Further Development of the Mouse Genetic Model
Further insights into the ability of PON1 to protect against exposure to chlorpyrifos oxon were obtained from studies with “PON1 humanized mice”. These mice were generated by Dr. Diana Shih and collaborators at UCLA. Essentially, these mice have their mouse PON1 replaced with human PON1-R192 or PON1-Q192. From the original “founder mice”, animals that expressed the same levels of each PON1-192 alloform were chosen for establishing colonies. By choosing animals producing the same levels of each alloform in their plasma, the efficacy in protecting against OP exposure could be tested at any time without having to inject purified human paraoxonase, i.e. they were designed genetically to produce their own human PON1s in the absence of mouse PON1.

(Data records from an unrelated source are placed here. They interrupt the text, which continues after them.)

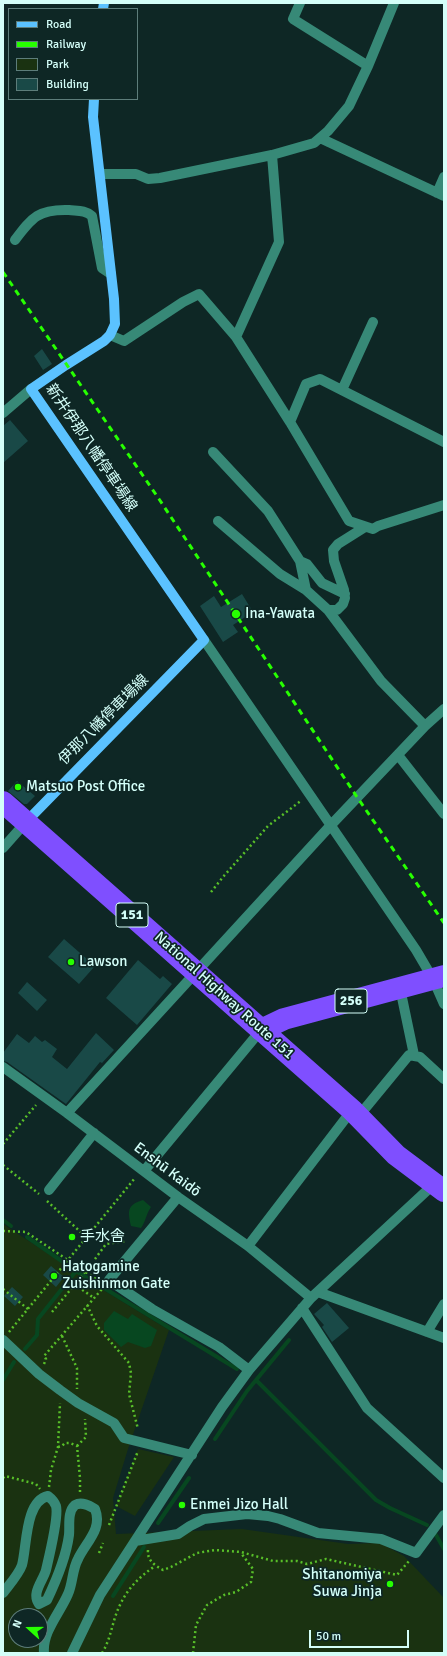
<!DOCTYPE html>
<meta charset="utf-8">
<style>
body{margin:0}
#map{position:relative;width:447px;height:1656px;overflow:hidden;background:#0e2725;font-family:Signika,sans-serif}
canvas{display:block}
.frame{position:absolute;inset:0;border:4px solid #d4fff9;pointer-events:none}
.legend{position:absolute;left:8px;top:8px;width:130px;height:92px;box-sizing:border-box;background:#0e2725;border:1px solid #5d7d7a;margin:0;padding:5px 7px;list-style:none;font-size:12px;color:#d4fff9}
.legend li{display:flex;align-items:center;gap:8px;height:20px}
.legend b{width:20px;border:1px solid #5d7d7a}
.north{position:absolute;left:8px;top:1608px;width:40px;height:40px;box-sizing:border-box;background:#0e2725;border:1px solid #5d7d7a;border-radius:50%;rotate:291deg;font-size:11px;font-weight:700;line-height:16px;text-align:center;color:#d4fff9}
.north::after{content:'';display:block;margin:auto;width:14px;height:18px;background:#27ff00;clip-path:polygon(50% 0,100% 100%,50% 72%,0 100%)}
.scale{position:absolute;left:309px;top:1630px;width:100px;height:18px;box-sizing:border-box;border:2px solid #d4fff9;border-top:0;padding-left:5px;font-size:12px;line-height:14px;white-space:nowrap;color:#d4fff9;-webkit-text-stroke:3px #0e2725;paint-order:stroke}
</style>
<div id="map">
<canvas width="447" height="1656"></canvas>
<div class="frame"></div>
<ul class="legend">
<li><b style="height:5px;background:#5bc2ff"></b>Road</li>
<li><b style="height:5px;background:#27ff00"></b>Railway</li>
<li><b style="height:11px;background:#1a3211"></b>Park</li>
<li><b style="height:11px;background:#194947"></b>Building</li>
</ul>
<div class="north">N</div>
<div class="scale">50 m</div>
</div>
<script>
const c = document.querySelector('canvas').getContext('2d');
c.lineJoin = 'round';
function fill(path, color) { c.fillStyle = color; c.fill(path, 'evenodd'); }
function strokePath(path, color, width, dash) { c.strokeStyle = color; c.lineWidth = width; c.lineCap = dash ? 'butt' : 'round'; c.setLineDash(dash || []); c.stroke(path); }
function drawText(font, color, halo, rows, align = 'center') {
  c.font = font + ' Signika,"Noto Sans JP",sans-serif'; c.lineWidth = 3.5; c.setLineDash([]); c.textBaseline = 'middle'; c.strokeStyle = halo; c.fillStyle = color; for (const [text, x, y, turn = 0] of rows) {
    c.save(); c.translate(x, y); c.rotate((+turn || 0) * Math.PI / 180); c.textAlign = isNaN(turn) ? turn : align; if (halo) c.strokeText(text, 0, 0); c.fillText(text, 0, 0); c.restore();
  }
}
const green = new Path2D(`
 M3 1224 105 1291 169 1330 128 1449 113 1498 116 1534 242 1529 348 1544 380 1543 404 1556 444 1598V1653H3ZM16 1616H40V1640H16Z
 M138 1449 174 1457 135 1516 116 1506Z`);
const water = new Path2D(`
 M143 1200 151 1207C146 1214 146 1221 141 1228L131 1226C128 1212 126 1205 143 1200Z
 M114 1311 128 1319 132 1314 157 1330 151 1346 145 1348 128 1342 121 1347 104 1330V1323Z`);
const stream = new Path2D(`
 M3 1220 11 1226
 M27 1237 76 1271 237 1369
 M25 1349 37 1335 38 1319 76 1271
 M3 1380 14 1362
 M256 1380 376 1500 390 1508 427 1525
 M215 1439 247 1391 289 1340
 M158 1523 189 1478
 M436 1535 444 1549
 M113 1596 144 1547`);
const building = new Path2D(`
 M42 349 52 364 43 370 34 356Z
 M10 420 28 441 3 463V426Z
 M242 594 253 612 233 625 238 632 223 642 200 606 214 596 221 607Z
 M17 781 35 796 27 804H24L8 791Z
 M64 939 95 966 79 984 48 957Z
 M138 960 160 979 163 976 172 984 137 1025 106 998Z
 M27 982 47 1000 37 1011 18 993Z
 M96 1033 114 1050 102 1063 100 1062 66 1104 7 1062 3 1061V1053L17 1034 29 1043 35 1036 42 1042 45 1040 57 1049 52 1057 67 1069Z
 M51 1266 64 1277 56 1287 43 1275Z
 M12 1287 23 1297 15 1306 4 1296Z
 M327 1303 349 1328 332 1342 322 1327 324 1325 314 1314Z`);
const path = new Path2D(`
 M211 892 223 877 268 826 302 800
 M3 1144 36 1105
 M3 1165 39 1194
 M47 1201 86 1237
 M3 1231 26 1232 99 1281
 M95 1259 106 1244 127 1241
 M74 1284 94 1298
 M3 1289 28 1309
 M87 1305 97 1326 129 1363 131 1373 129 1394 138 1429
 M52 1312 85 1272
 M9 1332 135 1178
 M62 1336 77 1368V1389
 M44 1364 46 1359 44 1356 102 1289
 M77 1446 86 1437 85 1419
 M58 1447 62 1446 65 1443H70L77 1446 80 1478V1493
 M3 1478 5 1476 36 1484 40 1489
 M49 1487 51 1470 58 1447 60 1403
 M109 1525 138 1451
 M148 1550C147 1560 154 1565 163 1570L171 1567 197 1553 215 1550 241 1552 273 1561H297L307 1564 326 1559 397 1575 409 1561
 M99 1553 103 1543
 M102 1653C111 1639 112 1622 119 1607 127 1589 139 1577 155 1566
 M193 1653 196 1625 207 1605 224 1595 236 1592 251 1582 253 1569 241 1553`);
const minor = new Path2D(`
 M300 3 293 19 368 66
 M320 138 444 196
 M100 174H136L148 179 160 178 272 155 314 143 328 131 349 106 368 66 394 3
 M437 193 444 177
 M15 240C32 217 39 209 69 210 78 211 85 210 92 216L102 268 111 274
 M110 335 124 341 183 302 199 294 236 337 290 422 349 521 373 529 378 526 444 505
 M236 337 279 242 272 155
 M342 390 373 322
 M3 413 31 389
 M290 422 306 384 320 379 444 442
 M213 452 268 511 300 561 306 590
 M218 521 280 574 306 590 328 610H337L343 604 345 598 344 590 334 561 333 550 338 544 365 527
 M300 561 307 564 322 583 345 594
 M328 610 381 681 425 726
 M204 640 416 950 433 979 444 1004
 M398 755 444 814
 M3 848 26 822
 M400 988 414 1055
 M3 1067 67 1113 178 1197 248 1246 311 1298
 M67 1113 331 825 425 726 444 709
 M358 1117 409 1055 420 1057 444 1079
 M144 1171 261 1030
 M49 1190 94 1133
 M178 1197 109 1280 152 1309 219 1347 249 1370
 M248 1246 352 1110
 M318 1292 444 1338
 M302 1308 367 1408 444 1478
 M427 1332 444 1304
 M3 1340 39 1374 60 1390 78 1403 114 1423 124 1438 192 1455
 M135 1541 178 1534 190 1526 204 1519 247 1514 268 1516 280 1519 318 1533 381 1539 416 1553 444 1515
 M3 1593C9 1585 19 1574 22 1565 27 1546 25 1501 48 1496 52 1499 54 1501 56 1506 59 1517 49 1557 46 1570 43 1581 31 1593 39 1604L47 1600C57 1579 66 1558 69 1535 70 1526 67 1512 75 1505 82 1501 90 1506 95 1509 103 1529 86 1542 78 1559 72 1570 73 1583 68 1594 60 1613 42 1632 44 1653
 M72 1653 100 1595 222 1407 249 1370 311 1298 434 1184`);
const major = new Path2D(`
 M103 9 104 3
 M26 822 204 640 31 389 66 365 104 341 110 335 115 324 114 299 93 117 94 99`);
const highway = new Path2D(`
 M3 802 352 1110 396 1155 444 1191
 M261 1030 284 1019 444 976`);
const rail = new Path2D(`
 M3 272 159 499 357 797 444 923`);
const markers = [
 [236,614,5,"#27ff00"],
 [18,787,4,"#27ff00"],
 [71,962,4,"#27ff00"],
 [72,1237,4,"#27ff00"],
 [54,1276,4,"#27ff00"],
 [182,1505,4,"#27ff00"],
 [390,1584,4,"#27ff00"]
];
const shields = [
 [132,915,32],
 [351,1001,32]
];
const shieldNames = [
 ["151",132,915],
 ["256",351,1001]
];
const streetNames = [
 ["新井伊那八幡停車場線",91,448,56],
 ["伊那八幡停車場線",104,720,-45],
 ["National Highway Route 151",224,996,42],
 ["Enshū Kaidō",167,1170,37]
];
const poiNames = [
 ["Ina-Yawata",245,614],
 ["Matsuo Post Office",26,787],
 ["Lawson",79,962],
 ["手水舎",80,1237],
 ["Hatogamine",62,1267],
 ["Zuishinmon Gate",62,1284],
 ["Enmei Jizo Hall",190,1505],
 ["Shitanomiya",382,1575,"right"],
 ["Suwa Jinja",382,1592,"right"]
];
fill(green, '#1a3211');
fill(water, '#074720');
strokePath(stream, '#074720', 4);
fill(building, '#194947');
strokePath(path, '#58bf29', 2.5, [2, 3]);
strokePath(minor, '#378977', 10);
strokePath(major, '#5bc2ff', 10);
strokePath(highway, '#7f4fff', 22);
strokePath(rail, '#27ff00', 3, [6, 5]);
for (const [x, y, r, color] of markers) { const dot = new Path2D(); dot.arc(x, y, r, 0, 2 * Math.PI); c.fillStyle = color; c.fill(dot); strokePath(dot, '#0e2725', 1.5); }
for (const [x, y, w] of shields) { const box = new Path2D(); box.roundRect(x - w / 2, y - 12, w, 24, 3); c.fillStyle = '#0e2725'; c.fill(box); strokePath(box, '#d4fff9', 1); }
drawText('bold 14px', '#d4fff9', null, shieldNames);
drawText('15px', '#d4fff9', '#0e2725', streetNames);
drawText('15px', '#d4fff9', '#0e2725', poiNames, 'left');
</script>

The next slide shows that the animals expressing human PON1-R192 were much more resistant to cholinesterase inhibition by chlorpyrifos oxon exposure than PON1 deficient animals with PON1-Q192 expressing animals demonstrating intermediate sensitivity except at high doses, where the PON1-Q191 mice were essentially as sensitive as the PON1 deficient mice. This is a very significant observation, since ~50% of individuals of Northern European origin are homozygous for PON1-Q192.
[Cole TB, Walter BJ, Shih DM, Tward AD, Lusis AJ, Timchalk C, Richter RJ, Costa LG, Furlong CE. 2005. Toxicity of chlorpyrifos and chlorpyrifos oxon in a transgenic mouse model of the human paraoxonase (PON1) Q192R polymorphism. Pharmacogenet and Genomics 15:589-598].